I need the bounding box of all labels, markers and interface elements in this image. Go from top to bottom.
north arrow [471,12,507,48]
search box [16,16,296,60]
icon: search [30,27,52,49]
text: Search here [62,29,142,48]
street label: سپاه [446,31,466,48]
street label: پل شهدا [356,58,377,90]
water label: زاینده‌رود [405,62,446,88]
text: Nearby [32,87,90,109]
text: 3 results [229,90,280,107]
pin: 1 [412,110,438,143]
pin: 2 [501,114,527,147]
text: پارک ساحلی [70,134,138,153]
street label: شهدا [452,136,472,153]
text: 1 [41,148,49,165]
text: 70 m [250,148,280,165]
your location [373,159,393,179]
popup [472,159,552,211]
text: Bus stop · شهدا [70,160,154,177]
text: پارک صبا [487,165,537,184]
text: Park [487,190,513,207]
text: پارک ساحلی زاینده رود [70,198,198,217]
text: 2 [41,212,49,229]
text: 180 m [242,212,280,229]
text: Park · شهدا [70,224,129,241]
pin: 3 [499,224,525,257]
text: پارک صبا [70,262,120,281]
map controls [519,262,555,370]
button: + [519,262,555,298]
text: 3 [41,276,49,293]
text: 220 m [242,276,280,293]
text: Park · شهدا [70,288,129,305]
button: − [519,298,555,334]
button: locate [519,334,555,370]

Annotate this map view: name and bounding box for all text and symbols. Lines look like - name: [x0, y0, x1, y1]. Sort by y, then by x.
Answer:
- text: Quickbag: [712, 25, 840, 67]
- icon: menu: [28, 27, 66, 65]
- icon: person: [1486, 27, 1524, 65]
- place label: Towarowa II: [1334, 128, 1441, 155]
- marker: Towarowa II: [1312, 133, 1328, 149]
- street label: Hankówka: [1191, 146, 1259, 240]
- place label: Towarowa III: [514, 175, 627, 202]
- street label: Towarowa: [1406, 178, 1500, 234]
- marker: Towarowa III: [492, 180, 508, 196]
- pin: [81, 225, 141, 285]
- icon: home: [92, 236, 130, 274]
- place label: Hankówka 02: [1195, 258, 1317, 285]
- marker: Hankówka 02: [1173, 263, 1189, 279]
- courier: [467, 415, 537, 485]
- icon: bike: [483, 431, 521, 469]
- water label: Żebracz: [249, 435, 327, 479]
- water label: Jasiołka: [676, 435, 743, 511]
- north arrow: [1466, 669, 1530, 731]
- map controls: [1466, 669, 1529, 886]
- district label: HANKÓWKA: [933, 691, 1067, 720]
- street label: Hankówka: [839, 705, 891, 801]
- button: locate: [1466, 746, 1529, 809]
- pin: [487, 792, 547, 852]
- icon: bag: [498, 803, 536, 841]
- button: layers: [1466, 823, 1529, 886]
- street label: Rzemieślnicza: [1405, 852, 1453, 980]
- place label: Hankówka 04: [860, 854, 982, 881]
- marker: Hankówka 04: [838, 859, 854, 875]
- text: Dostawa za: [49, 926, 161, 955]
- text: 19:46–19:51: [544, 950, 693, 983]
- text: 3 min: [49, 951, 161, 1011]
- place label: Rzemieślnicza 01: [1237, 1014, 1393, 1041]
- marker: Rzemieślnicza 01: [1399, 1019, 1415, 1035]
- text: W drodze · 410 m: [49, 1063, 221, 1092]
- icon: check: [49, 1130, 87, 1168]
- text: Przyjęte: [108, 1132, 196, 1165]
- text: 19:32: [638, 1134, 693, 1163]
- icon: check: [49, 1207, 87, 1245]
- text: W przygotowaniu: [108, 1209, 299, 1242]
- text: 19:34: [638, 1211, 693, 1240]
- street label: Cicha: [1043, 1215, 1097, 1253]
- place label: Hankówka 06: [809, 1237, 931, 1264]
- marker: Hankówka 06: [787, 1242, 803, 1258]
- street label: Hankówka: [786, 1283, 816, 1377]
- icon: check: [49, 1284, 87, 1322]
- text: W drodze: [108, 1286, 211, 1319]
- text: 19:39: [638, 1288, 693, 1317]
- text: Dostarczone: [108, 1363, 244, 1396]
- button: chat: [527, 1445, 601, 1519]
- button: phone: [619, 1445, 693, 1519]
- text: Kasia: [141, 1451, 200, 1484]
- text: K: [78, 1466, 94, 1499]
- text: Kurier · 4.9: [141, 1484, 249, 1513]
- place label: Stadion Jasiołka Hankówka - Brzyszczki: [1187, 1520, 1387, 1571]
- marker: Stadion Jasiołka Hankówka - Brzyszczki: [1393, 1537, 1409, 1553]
======
» Exercise brief
If a line above holds the word "Stadion", copy it.

» Exercise response
- place label: Stadion Jasiołka Hankówka - Brzyszczki: [1187, 1520, 1387, 1571]
- marker: Stadion Jasiołka Hankówka - Brzyszczki: [1393, 1537, 1409, 1553]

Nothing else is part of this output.